%%

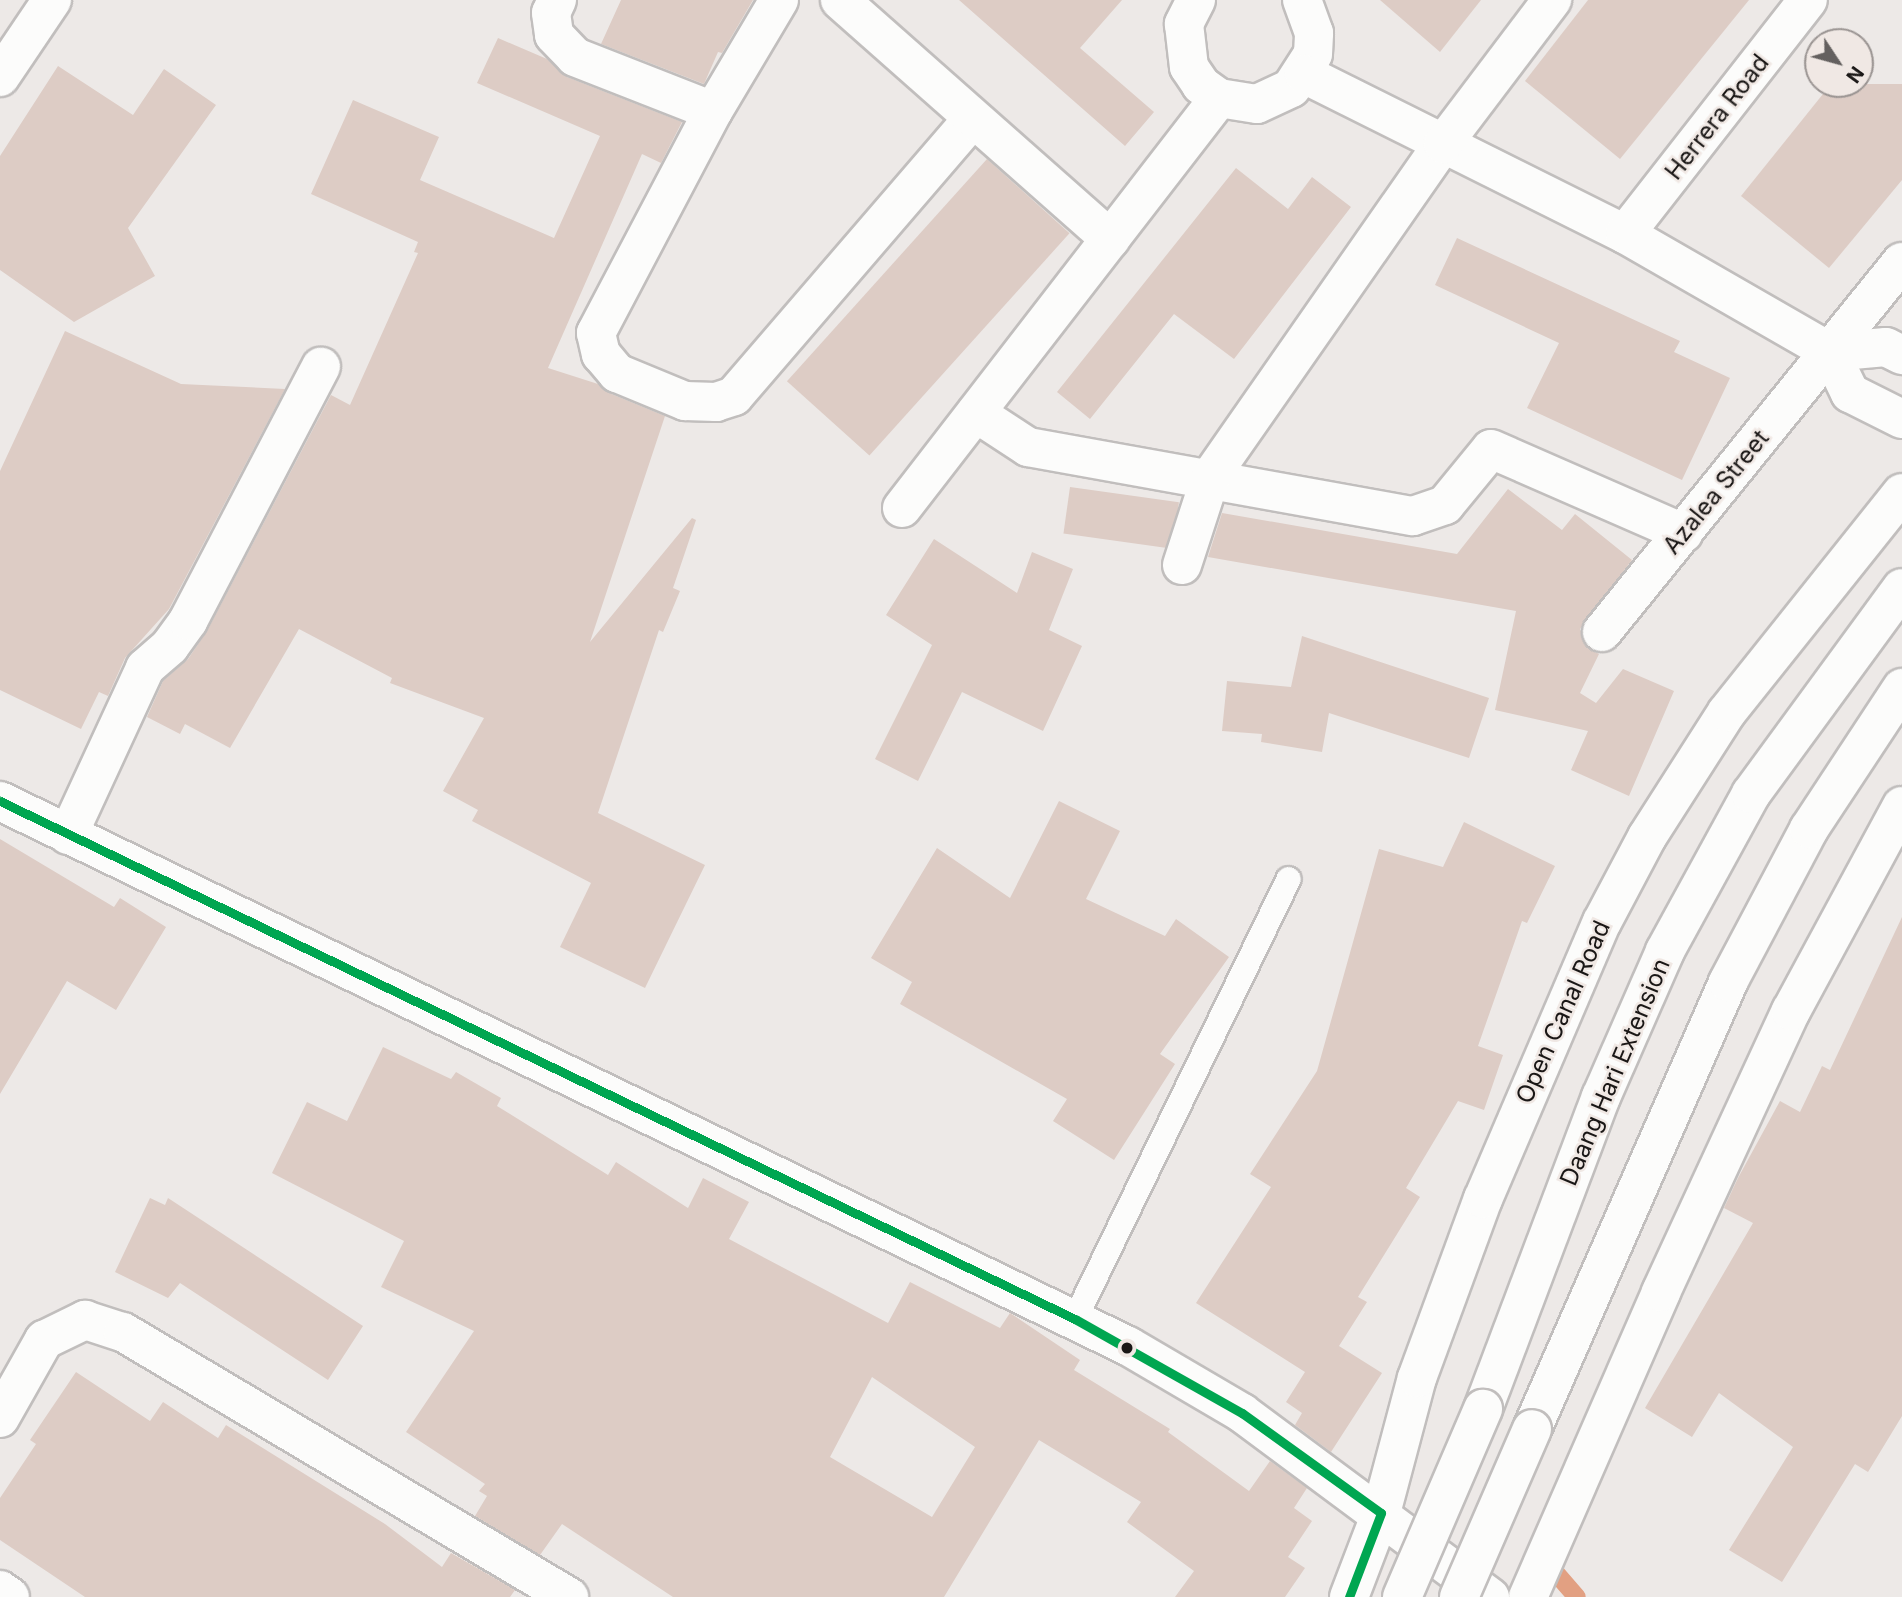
<!DOCTYPE html>
<style>
body{margin:0}
#map{position:relative;width:1902px;height:1597px;overflow:hidden;background:#ede9e7;font-family:Inter,sans-serif}
div>[style]{position:absolute}
.stream>*{height:18px;margin:-9px;padding:0 9px;transform-origin:9px;border-radius:9px;background:#e2a082}
.building>*{inset:0;background:#ddccc5;transform-origin:0 0}
.roads{filter:drop-shadow(2px 0 #c1bebd) drop-shadow(-2px 0 #c1bebd) drop-shadow(0 2px #c1bebd) drop-shadow(0 -2px #c1bebd)}
.service>*{height:24px;margin:-12px;padding:0 12px;transform-origin:12px;border-radius:12px;background:#fcfcfb}
.minor>*{height:38px;margin:-19px;padding:0 19px;transform-origin:19px;border-radius:19px;background:#fcfcfb}
.secondary>*{height:38px;margin:-19px;padding:0 19px;transform-origin:19px;border-radius:19px;background:#fcfcfb}
.bridges{filter:drop-shadow(2px 0 #c1bebd) drop-shadow(-2px 0 #c1bebd) drop-shadow(0 2px #c1bebd) drop-shadow(0 -2px #c1bebd)}
.secondary-bridge>*{height:38px;margin:-19px;padding:0 19px;transform-origin:19px;border-radius:19px;background:#fcfcfb}
.bus-1>*{height:9px;margin:-4.5px;padding:0 4.5px;transform-origin:4.5px;border-radius:4.5px;background:#00a651}
.dots>*{width:19px;height:19px;translate:-50% -50%;box-sizing:border-box;border:4px solid #f0e8e4;border-radius:50%}
span{translate:-50% -50%;white-space:nowrap;text-align:center;line-height:1.15;-webkit-text-stroke:5px #f0e8e4;paint-order:stroke}
.street-label{font-size:24px;color:#1a1716}
.north{position:absolute;left:1804px;top:28px;width:70px;height:70px;box-sizing:border-box;background:#f0e8e4;border:2px solid #9a9492;border-radius:50%;rotate:126deg;font-size:19px;font-weight:700;line-height:28px;text-align:center;color:#1a1716}
.north::after{content:'';display:block;margin:auto;width:24px;height:32px;background:#64605f;clip-path:polygon(50% 0,100% 100%,50% 72%,0 100%)}
</style>
<div id="map">
<div class="stream">
<i style="left:1555px;top:1572px;width:33px;rotate:49deg"></i>
</div>
<div class="building">
<i style="clip-path:polygon(621px 0,753px 0,722px 53px,718px 52px,704px 84px,601px 44px)"></i>
<i style="clip-path:polygon(959px 0,1122px 0,1080px 48px,1154px 112px,1125px 146px)"></i>
<i style="clip-path:polygon(1380px 0,1481px 0,1440px 52px)"></i>
<i style="clip-path:polygon(1588px 0,1749px 0,1620px 159px,1525px 81px)"></i>
<i style="clip-path:polygon(498px 38px,547px 59px,567px 77px,682px 122px,661px 163px,642px 154px,548px 368px,598px 384px,609px 393px,665px 416px,590px 642px,692px 518px,696px 520px,673px 588px,680px 591px,663px 632px,659px 630px,598px 813px,705px 865px,645px 988px,560px 947px,591px 883px,472px 821px,478px 810px,443px 791px,484px 718px,390px 683px,392px 678px,299px 629px,230px 748px,185px 724px,180px 734px,147px 717px,163px 681px,188px 659px,207px 631px,331px 395px,350px 405px,418px 253px,414px 252px,418px 242px,311px 194px,353px 100px,439px 137px,420px 180px,554px 238px,600px 136px,477px 83px)"></i>
<i style="clip-path:polygon(58px 66px,133px 115px,164px 69px,216px 105px,128px 228px,155px 276px,74px 322px,0 270px,0 156px)"></i>
<i style="clip-path:polygon(1831px 84px,1902px 84px,1902px 180px,1829px 268px,1741px 196px)"></i>
<i style="left:987px;top:159px;width:111px;height:299px;rotate:42deg"></i>
<i style="clip-path:polygon(1236px 168px,1288px 209px,1312px 177px,1351px 207px,1234px 359px,1174px 314px,1090px 419px,1057px 392px)"></i>
<i style="clip-path:polygon(1457px 238px,1680px 341px,1674px 352px,1730px 378px,1682px 480px,1527px 408px,1559px 343px,1435px 285px)"></i>
<i style="clip-path:polygon(65px 331px,181px 384px,285px 389px,169px 609px,125px 658px,108px 696px,99px 692px,81px 729px,0 690px,0 471px)"></i>
<i style="left:1070px;top:487px;width:110px;height:47px;rotate:8deg"></i>
<i style="clip-path:polygon(1508px 489px,1562px 530px,1575px 514px,1632px 560px,1580px 629px,1588px 648px,1599px 654px,1580px 693px,1596px 703px,1623px 669px,1674px 691px,1629px 796px,1571px 770px,1588px 731px,1495px 710px,1516px 611px,1208px 557px,1222px 513px,1457px 554px)"></i>
<i style="clip-path:polygon(934px 539px,1017px 593px,1032px 552px,1073px 569px,1049px 630px,1082px 646px,1043px 731px,962px 692px,918px 781px,875px 759px,932px 645px,886px 615px)"></i>
<i style="clip-path:polygon(1302px 636px,1489px 698px,1469px 758px,1329px 713px,1322px 752px,1261px 742px,1262px 734px,1222px 731px,1227px 681px,1291px 687px)"></i>
<i style="clip-path:polygon(1059px 801px,1120px 831px,1086px 899px,1165px 936px,1176px 919px,1229px 957px,1160px 1054px,1175px 1064px,1114px 1160px,1053px 1121px,1067px 1099px,900px 1004px,912px 982px,871px 958px,937px 848px,1010px 898px)"></i>
<i style="clip-path:polygon(1464px 822px,1555px 866px,1527px 923px,1522px 921px,1478px 1046px,1503px 1055px,1484px 1110px,1458px 1101px,1406px 1188px,1420px 1197px,1358px 1297px,1367px 1302px,1339px 1346px,1382px 1373px,1331px 1452px,1295px 1425px,1302px 1413px,1286px 1402px,1305px 1372px,1196px 1303px,1271px 1187px,1250px 1174px,1317px 1071px,1379px 849px,1443px 867px)"></i>
<i style="clip-path:polygon(0 839px,114px 907px,120px 898px,166px 927px,116px 1010px,67px 981px,0 1094px)"></i>
<i style="clip-path:polygon(1902px 917px,1902px 1416px,1868px 1472px,1855px 1464px,1782px 1582px,1729px 1550px,1793px 1447px,1719px 1393px,1692px 1437px,1645px 1408px,1753px 1223px,1724px 1208px,1738px 1178px,1780px 1101px,1800px 1112px,1822px 1066px,1830px 1070px)"></i>
<i style="clip-path:polygon(evenodd,383px 1047px,451px 1079px,456px 1072px,501px 1098px,497px 1106px,608px 1175px,616px 1162px,688px 1208px,703px 1178px,749px 1202px,729px 1239px,888px 1323px,910px 1282px,1000px 1328px,1010px 1313px,1080px 1360px,1074px 1370px,1170px 1429px,1168px 1432px,1249px 1491px,1270px 1461px,1307px 1488px,1294px 1508px,1312px 1521px,1288px 1557px,1305px 1568px,1285px 1597px,1175px 1597px,1194px 1571px,1127px 1522px,1141px 1502px,1039px 1440px,944px 1597px,673px 1597px,562px 1524px,540px 1555px,475px 1516px,487px 1496px,479px 1491px,485px 1484px,406px 1432px,474px 1331px,381px 1287px,404px 1241px,272px 1173px,307px 1102px,347px 1121px,383px 1047px,872px 1377px,975px 1447px,932px 1517px,830px 1457px,872px 1377px)"></i>
<i style="clip-path:polygon(150px 1198px,165px 1205px,168px 1198px,363px 1326px,328px 1380px,180px 1283px,168px 1298px,115px 1272px)"></i>
<i style="clip-path:polygon(76px 1372px,150px 1421px,163px 1402px,218px 1438px,226px 1425px,385px 1524px,442px 1567px,451px 1553px,515px 1590px,510px 1597px,85px 1597px,0 1540px,0 1498px,36px 1444px,30px 1440px)"></i>
</div>
<div class="roads">
<div class="service">
<i style="left:1075px;top:1319px;width:489px;rotate:-64.1deg"></i>
</div>
<div class="minor">
<i style="left:557px;top:0;width:14px;rotate:115deg"></i>
<i style="left:551px;top:13px;width:22px;rotate:82deg"></i>
<i style="left:554px;top:35px;width:30px;rotate:46deg"></i>
<i style="left:575px;top:57px;width:148px;rotate:21.4deg"></i>
<i style="left:779px;top:0;width:129px;rotate:120.7deg"></i>
<i style="left:713px;top:111px;width:251px;rotate:117.8deg"></i>
<i style="left:596px;top:333px;width:22px;rotate:77deg"></i>
<i style="left:601px;top:354px;width:25px;rotate:50deg"></i>
<i style="left:617px;top:373px;width:74px;rotate:22.4deg"></i>
<i style="left:685px;top:401px;width:31px;rotate:2deg"></i>
<i style="left:716px;top:402px;width:19px;rotate:-18deg"></i>
<i style="left:734px;top:396px;width:365px;rotate:-49.3deg"></i>
<i style="left:840px;top:0;width:361px;rotate:41.5deg"></i>
<i style="left:1196px;top:0;width:27px;rotate:117deg"></i>
<i style="left:1184px;top:24px;width:43px;rotate:83.4deg"></i>
<i style="left:1189px;top:67px;width:22px;rotate:56deg"></i>
<i style="left:1201px;top:85px;width:22px;rotate:36deg"></i>
<i style="left:1219px;top:98px;width:38px;rotate:9deg"></i>
<i style="left:1257px;top:104px;width:38px;rotate:-25deg"></i>
<i style="left:1291px;top:88px;width:40px;rotate:-57.1deg"></i>
<i style="left:1313px;top:54px;width:21px;rotate:-87deg"></i>
<i style="left:1314px;top:33px;width:35px;rotate:-110deg"></i>
<i style="left:1304px;top:74px;width:359px;rotate:26.5deg"></i>
<i style="left:1625px;top:234px;width:237px;rotate:29.9deg"></i>
<i style="left:1830px;top:352px;width:46px;rotate:64deg"></i>
<i style="left:1850px;top:393px;width:58px;rotate:26.6deg"></i>
<i style="left:0;top:77px;width:93px;rotate:-56deg"></i>
<i style="left:1625px;top:234px;width:297px;rotate:-52deg"></i>
<i style="left:1830px;top:352px;width:56px;rotate:-5.1deg"></i>
<i style="left:1886px;top:347px;width:18px;rotate:27deg"></i>
<i style="left:976px;top:413px;width:62px;rotate:33.2deg"></i>
<i style="left:1028px;top:447px;width:391px;rotate:10.2deg"></i>
<i style="left:1413px;top:516px;width:34px;rotate:-19deg"></i>
<i style="left:1445px;top:505px;width:72px;rotate:-50.6deg"></i>
<i style="left:1491px;top:449px;width:210px;rotate:23.6deg"></i>
<i style="left:902px;top:508px;width:518px;rotate:-52.29deg"></i>
<i style="left:1182px;top:565px;width:94px;rotate:-72deg"></i>
<i style="left:1211px;top:476px;width:405px;rotate:-55.1deg"></i>
<i style="left:1443px;top:144px;width:181px;rotate:-52.9deg"></i>
<i style="left:1602px;top:632px;width:476px;rotate:-51deg"></i>
<i style="left:68px;top:835px;width:184px;rotate:-65.2deg"></i>
<i style="left:145px;top:668px;width:33px;rotate:-41deg"></i>
<i style="left:170px;top:646px;width:31px;rotate:-54deg"></i>
<i style="left:188px;top:621px;width:287px;rotate:-62.4deg"></i>
<i style="left:0;top:1418px;width:90px;rotate:-60.6deg"></i>
<i style="left:44px;top:1340px;width:46px;rotate:-26deg"></i>
<i style="left:85px;top:1320px;width:40px;rotate:18deg"></i>
<i style="left:123px;top:1332px;width:519px;rotate:30.72deg"></i>
<i style="left:0;top:1590px;width:12px;rotate:35deg"></i>
</div>
<div class="secondary">
<i style="left:0;top:801px;width:1253px;rotate:25.79deg"></i>
<i style="left:1128px;top:1346px;width:132px;rotate:30.4deg"></i>
<i style="left:1242px;top:1413px;width:309px;rotate:36.6deg"></i>
<i style="left:1483px;top:1409px;width:334px;rotate:-69.3deg"></i>
<i style="left:1601px;top:1097px;width:159px;rotate:-66.3deg"></i>
<i style="left:1665px;top:951px;width:179px;rotate:-61.3deg"></i>
<i style="left:1751px;top:794px;width:255px;rotate:-53.8deg"></i>
<i style="left:1532px;top:1429px;width:488px;rotate:-66.3deg"></i>
<i style="left:1728px;top:982px;width:173px;rotate:-62.1deg"></i>
<i style="left:1809px;top:829px;width:169px;rotate:-56.6deg"></i>
<i style="left:1349px;top:1597px;width:90px;rotate:-69.1deg"></i>
<i style="left:1381px;top:1513px;width:140px;rotate:-75.1deg"></i>
<i style="left:1417px;top:1378px;width:191px;rotate:-69.8deg"></i>
<i style="left:1483px;top:1199px;width:301px;rotate:-66.8deg"></i>
<i style="left:1602px;top:922px;width:96px;rotate:-62.1deg"></i>
<i style="left:1647px;top:837px;width:148px;rotate:-57.4deg"></i>
<i style="left:1727px;top:712px;width:280px;rotate:-51.4deg"></i>
<i style="left:1528px;top:1597px;width:333px;rotate:-66.4deg"></i>
<i style="left:1661px;top:1292px;width:310px;rotate:-65.2deg"></i>
<i style="left:1791px;top:1011px;width:233px;rotate:-61.6deg"></i>
</div>
</div>
<div class="bridges">
<div class="secondary-bridge">
<i style="left:1402px;top:1597px;width:205px;rotate:-66.7deg"></i>
<i style="left:1459px;top:1597px;width:183px;rotate:-66.5deg"></i>
</div>
</div>
<div class="bus-1">
<i style="left:0;top:801px;width:1193px;rotate:25.73deg"></i>
<i style="left:1075px;top:1319px;width:192px;rotate:29.4deg"></i>
<i style="left:1242px;top:1413px;width:171px;rotate:35.7deg"></i>
<i style="left:1349px;top:1597px;width:90px;rotate:-69.1deg"></i>
</div>
<div class="dots">
<i style="left:1127px;top:1348px;background:#1a1716"></i>
</div>
<div class="street-label">
<span style="left:1717px;top:117px;rotate:-52deg">Herrera Road</span>
<span style="left:1716px;top:492px;rotate:-51deg">Azalea Street</span>
<span style="left:1563px;top:1012px;rotate:-66deg">Open Canal Road</span>
<span style="left:1615px;top:1072px;rotate:-67deg">Daang Hari Extension</span>
</div>
<div class="north">N</div>
</div>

%%

*What to do*. Nothing is wanted except the number of lines in the entries above that include the word "building".

*Output for this exercise*. 2